Filter on the word "filterUnits": copy each matching line from the listing below.

···

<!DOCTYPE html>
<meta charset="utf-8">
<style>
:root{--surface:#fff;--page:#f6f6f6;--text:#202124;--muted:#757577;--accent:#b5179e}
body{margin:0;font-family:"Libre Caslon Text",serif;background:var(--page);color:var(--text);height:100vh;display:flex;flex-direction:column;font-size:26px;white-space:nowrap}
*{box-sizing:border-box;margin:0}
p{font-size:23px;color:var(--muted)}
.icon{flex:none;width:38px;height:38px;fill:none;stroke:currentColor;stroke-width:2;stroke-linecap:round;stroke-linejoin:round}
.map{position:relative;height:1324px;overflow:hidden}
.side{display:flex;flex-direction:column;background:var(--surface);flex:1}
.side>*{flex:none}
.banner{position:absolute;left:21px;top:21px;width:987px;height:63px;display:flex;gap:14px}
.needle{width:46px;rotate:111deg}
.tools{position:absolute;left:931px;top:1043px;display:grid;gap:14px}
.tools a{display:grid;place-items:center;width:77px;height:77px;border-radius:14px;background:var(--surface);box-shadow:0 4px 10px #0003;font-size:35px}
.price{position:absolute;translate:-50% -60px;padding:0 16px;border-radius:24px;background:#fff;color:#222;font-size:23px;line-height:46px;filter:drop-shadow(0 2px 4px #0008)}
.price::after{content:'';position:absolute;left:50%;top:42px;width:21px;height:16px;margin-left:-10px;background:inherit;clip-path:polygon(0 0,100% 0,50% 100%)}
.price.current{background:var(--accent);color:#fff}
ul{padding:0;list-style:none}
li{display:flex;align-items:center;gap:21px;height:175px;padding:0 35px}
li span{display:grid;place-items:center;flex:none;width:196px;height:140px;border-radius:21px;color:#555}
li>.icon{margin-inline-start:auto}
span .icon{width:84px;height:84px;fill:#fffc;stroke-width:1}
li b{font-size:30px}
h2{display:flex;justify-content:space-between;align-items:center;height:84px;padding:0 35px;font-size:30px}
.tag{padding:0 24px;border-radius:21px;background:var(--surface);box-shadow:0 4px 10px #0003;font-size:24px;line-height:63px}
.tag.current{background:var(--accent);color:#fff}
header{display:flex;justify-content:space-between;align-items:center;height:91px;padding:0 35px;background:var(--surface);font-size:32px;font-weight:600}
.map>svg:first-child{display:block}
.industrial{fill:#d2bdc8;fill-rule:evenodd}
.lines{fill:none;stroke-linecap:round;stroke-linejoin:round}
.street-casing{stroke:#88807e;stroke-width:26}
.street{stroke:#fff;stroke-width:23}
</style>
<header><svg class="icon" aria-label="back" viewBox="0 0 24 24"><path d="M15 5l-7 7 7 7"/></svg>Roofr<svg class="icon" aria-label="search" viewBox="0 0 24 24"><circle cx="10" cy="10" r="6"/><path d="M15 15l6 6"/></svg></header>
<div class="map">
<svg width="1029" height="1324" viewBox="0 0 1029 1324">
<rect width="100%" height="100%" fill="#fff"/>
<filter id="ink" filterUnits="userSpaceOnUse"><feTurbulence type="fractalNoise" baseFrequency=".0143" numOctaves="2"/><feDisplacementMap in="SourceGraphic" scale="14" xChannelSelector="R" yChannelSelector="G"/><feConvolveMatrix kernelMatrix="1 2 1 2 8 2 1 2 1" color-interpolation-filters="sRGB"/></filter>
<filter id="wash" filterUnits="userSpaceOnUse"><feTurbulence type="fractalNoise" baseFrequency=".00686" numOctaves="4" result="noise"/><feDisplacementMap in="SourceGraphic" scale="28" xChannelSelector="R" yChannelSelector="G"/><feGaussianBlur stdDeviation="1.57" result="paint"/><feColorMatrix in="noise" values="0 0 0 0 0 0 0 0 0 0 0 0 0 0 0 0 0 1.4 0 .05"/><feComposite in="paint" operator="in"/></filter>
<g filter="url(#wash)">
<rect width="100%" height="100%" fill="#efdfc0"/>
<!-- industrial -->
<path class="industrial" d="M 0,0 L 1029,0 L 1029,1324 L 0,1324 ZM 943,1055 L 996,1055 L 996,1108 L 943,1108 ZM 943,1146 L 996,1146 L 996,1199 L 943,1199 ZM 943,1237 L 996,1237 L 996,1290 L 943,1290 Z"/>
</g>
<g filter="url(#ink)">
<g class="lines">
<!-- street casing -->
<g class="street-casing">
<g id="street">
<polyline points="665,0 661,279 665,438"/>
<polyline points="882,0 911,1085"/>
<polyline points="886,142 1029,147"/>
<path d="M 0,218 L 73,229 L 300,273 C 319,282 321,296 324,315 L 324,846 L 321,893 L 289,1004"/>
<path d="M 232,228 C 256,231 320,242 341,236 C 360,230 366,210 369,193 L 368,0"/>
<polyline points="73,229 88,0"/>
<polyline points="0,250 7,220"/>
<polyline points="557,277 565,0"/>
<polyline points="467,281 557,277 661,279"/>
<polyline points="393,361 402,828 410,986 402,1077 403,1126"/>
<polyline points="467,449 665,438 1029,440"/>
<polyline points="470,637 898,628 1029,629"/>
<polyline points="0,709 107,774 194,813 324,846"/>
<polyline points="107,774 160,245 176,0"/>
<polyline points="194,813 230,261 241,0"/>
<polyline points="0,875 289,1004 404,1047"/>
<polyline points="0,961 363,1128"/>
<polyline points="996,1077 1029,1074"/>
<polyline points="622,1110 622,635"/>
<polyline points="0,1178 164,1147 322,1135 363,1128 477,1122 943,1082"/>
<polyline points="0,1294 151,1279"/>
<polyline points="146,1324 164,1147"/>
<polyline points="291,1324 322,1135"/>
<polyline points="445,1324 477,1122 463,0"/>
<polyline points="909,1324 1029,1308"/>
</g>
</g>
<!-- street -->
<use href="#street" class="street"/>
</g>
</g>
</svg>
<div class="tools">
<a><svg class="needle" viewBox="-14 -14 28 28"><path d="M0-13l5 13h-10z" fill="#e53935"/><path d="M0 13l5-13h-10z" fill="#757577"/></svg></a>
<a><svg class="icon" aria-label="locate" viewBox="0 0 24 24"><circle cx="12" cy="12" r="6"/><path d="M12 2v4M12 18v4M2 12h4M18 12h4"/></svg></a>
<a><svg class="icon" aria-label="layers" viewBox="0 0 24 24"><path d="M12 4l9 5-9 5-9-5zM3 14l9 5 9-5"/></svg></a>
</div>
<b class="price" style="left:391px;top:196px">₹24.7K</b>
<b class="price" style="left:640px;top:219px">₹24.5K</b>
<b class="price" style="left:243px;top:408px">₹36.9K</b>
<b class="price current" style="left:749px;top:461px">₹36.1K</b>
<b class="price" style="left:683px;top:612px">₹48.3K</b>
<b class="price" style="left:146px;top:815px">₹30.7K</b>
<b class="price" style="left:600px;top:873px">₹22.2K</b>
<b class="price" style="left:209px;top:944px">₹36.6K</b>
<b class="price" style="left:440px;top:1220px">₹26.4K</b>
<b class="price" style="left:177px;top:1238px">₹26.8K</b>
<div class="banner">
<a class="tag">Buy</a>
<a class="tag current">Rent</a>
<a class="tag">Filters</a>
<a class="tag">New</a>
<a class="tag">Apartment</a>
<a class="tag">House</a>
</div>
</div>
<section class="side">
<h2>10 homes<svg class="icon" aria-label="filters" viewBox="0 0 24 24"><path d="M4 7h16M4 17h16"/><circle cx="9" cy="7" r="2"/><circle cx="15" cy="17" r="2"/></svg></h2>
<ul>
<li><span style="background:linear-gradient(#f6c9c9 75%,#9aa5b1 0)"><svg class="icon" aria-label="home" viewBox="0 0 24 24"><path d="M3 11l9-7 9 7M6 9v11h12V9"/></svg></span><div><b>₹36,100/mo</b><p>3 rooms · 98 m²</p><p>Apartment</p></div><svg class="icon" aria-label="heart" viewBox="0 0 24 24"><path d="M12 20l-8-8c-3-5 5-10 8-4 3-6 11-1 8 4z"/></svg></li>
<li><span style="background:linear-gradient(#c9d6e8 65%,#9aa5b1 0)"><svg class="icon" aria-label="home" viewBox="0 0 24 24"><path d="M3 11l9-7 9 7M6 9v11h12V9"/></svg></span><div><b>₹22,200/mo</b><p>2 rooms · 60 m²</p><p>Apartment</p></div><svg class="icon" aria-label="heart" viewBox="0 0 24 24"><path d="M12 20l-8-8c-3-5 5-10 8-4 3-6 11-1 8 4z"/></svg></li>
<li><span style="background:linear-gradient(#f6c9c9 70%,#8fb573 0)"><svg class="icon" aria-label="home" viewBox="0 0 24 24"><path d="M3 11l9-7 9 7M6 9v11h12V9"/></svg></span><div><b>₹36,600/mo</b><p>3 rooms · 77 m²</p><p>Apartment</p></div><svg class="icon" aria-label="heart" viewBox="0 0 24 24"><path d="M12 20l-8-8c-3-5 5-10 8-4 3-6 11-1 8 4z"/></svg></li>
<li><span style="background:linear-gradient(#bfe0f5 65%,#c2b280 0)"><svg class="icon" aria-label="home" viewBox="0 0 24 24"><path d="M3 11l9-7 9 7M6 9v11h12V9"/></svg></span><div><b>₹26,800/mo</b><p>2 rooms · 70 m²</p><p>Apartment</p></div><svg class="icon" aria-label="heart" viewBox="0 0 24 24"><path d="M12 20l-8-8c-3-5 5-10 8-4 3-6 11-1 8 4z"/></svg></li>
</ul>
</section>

···

■ **Expected answer**:
<filter id="ink" filterUnits="userSpaceOnUse"><feTurbulence type="fractalNoise" baseFrequency=".0143" numOctaves="2"/><feDisplacementMap in="SourceGraphic" scale="14" xChannelSelector="R" yChannelSelector="G"/><feConvolveMatrix kernelMatrix="1 2 1 2 8 2 1 2 1" color-interpolation-filters="sRGB"/></filter>
<filter id="wash" filterUnits="userSpaceOnUse"><feTurbulence type="fractalNoise" baseFrequency=".00686" numOctaves="4" result="noise"/><feDisplacementMap in="SourceGraphic" scale="28" xChannelSelector="R" yChannelSelector="G"/><feGaussianBlur stdDeviation="1.57" result="paint"/><feColorMatrix in="noise" values="0 0 0 0 0 0 0 0 0 0 0 0 0 0 0 0 0 1.4 0 .05"/><feComposite in="paint" operator="in"/></filter>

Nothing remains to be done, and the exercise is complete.